Task instructions:
In the data, find each line where the word "Quick" appears and list that line.

Collection entries:
· · · ·
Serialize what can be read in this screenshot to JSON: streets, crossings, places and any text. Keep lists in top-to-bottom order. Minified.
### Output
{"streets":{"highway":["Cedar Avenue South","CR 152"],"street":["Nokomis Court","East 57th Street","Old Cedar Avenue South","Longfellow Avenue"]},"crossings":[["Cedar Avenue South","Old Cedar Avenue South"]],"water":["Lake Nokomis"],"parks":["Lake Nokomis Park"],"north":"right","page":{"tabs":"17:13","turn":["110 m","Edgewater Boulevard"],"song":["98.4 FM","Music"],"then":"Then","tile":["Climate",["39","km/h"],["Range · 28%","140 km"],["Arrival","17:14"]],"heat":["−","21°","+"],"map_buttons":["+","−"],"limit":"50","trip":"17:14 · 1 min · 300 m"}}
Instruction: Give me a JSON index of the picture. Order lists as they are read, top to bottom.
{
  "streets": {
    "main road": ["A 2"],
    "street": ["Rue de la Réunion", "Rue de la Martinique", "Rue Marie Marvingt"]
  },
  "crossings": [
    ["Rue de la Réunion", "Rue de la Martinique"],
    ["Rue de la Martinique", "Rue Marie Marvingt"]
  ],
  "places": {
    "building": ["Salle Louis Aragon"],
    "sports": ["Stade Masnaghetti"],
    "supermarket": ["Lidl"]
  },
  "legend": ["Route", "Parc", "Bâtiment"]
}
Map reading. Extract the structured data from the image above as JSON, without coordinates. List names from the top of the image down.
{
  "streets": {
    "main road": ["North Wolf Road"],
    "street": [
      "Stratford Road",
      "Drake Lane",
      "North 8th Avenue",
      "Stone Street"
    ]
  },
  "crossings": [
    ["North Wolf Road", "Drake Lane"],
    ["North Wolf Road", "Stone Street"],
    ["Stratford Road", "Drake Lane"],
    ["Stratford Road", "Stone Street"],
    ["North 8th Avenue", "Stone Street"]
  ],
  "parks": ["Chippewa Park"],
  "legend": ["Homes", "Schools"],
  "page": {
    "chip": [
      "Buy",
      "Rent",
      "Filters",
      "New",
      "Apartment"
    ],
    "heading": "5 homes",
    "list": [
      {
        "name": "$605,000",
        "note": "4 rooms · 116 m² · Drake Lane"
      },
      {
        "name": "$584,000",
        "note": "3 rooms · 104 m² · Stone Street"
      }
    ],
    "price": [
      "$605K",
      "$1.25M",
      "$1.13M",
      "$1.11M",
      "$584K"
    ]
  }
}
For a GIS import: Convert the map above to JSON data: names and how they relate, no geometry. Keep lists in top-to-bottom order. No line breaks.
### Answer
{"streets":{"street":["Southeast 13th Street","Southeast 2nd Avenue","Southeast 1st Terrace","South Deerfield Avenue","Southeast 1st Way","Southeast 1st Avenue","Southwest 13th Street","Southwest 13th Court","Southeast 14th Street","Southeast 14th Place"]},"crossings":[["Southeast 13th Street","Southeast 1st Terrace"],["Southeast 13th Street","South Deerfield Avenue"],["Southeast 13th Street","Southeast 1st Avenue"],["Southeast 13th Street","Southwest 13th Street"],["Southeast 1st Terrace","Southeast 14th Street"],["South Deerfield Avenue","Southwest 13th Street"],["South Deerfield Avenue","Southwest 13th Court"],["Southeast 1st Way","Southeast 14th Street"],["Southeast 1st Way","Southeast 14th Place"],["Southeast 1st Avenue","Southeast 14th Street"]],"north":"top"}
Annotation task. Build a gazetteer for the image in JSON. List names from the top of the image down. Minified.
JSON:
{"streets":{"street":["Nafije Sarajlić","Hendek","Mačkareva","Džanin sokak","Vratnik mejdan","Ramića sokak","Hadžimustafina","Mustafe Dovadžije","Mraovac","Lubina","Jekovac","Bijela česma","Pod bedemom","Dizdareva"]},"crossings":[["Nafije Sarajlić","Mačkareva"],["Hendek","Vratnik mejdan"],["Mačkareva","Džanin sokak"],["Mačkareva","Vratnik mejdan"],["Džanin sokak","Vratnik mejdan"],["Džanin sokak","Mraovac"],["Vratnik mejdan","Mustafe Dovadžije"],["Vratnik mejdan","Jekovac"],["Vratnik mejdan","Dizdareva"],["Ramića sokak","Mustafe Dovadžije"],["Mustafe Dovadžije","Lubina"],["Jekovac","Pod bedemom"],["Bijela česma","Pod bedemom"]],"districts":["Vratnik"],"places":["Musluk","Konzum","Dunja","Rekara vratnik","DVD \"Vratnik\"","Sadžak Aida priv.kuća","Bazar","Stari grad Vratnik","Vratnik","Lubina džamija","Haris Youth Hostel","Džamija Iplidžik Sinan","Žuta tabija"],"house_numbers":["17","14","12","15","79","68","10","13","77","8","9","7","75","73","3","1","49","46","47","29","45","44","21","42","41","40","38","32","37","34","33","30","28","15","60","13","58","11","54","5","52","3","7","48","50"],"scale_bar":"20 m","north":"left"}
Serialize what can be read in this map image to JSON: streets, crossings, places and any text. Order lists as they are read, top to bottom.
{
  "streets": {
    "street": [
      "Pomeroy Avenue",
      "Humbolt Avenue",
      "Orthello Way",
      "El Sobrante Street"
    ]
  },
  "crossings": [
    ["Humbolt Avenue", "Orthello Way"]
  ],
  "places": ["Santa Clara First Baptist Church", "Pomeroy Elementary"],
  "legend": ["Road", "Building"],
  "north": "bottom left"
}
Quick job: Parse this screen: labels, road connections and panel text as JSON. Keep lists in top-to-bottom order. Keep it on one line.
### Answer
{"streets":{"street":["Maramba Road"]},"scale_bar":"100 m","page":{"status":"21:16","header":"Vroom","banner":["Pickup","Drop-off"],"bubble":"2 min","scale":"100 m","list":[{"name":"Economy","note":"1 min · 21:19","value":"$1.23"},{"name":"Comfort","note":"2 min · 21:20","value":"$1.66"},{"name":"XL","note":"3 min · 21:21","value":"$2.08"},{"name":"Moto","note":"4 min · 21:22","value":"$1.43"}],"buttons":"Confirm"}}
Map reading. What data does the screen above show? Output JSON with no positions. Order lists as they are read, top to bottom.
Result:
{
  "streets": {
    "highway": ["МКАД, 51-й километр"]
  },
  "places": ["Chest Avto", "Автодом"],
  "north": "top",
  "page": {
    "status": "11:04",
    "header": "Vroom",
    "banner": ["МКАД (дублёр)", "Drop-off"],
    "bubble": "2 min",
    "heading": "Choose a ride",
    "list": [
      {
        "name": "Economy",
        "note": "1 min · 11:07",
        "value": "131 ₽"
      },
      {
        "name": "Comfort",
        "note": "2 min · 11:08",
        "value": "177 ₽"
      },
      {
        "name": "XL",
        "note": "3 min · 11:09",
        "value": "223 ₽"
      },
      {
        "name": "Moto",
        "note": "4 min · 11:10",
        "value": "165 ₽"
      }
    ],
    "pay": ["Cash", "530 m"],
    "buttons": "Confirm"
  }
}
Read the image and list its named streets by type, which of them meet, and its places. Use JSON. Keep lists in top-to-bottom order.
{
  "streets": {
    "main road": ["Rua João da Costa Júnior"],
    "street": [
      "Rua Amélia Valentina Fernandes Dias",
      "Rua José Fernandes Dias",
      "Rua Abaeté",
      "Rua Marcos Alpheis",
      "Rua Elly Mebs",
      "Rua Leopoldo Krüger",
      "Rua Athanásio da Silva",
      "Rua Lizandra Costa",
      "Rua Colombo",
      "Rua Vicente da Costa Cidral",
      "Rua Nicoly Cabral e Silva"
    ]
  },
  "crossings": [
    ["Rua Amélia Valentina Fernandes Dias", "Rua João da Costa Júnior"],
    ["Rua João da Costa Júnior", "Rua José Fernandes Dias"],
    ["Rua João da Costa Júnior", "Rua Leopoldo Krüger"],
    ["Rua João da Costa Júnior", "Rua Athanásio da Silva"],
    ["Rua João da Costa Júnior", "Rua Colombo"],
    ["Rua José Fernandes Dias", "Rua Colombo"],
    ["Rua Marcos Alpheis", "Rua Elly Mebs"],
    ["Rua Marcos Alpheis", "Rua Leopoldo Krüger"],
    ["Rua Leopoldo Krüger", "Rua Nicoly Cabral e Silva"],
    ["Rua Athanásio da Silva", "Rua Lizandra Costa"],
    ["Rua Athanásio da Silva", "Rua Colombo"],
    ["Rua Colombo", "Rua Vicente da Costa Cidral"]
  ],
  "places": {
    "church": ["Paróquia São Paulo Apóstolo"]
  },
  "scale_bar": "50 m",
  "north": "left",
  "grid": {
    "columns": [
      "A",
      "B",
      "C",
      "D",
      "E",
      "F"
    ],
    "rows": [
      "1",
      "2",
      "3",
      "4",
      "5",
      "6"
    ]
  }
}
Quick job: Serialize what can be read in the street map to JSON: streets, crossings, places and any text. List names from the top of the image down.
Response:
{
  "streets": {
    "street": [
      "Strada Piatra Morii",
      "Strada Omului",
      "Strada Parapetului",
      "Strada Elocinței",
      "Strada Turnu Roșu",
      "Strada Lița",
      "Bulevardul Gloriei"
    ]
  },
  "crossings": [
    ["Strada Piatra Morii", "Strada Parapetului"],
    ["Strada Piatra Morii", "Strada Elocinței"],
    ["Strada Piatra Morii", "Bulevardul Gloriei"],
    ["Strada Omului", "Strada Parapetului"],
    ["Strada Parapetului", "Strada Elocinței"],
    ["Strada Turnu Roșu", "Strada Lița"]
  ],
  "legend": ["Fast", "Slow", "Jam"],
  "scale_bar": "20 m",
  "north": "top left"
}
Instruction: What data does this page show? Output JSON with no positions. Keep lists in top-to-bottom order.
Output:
· · · ·
Task answer:
Quick job: Parse this screen: labels, road connections and panel text as JSON. Keep lists in top-to-bottom order. Keep it on one line.
Quick job: Serialize what can be read in the street map to JSON: streets, crossings, places and any text. List names from the top of the image down.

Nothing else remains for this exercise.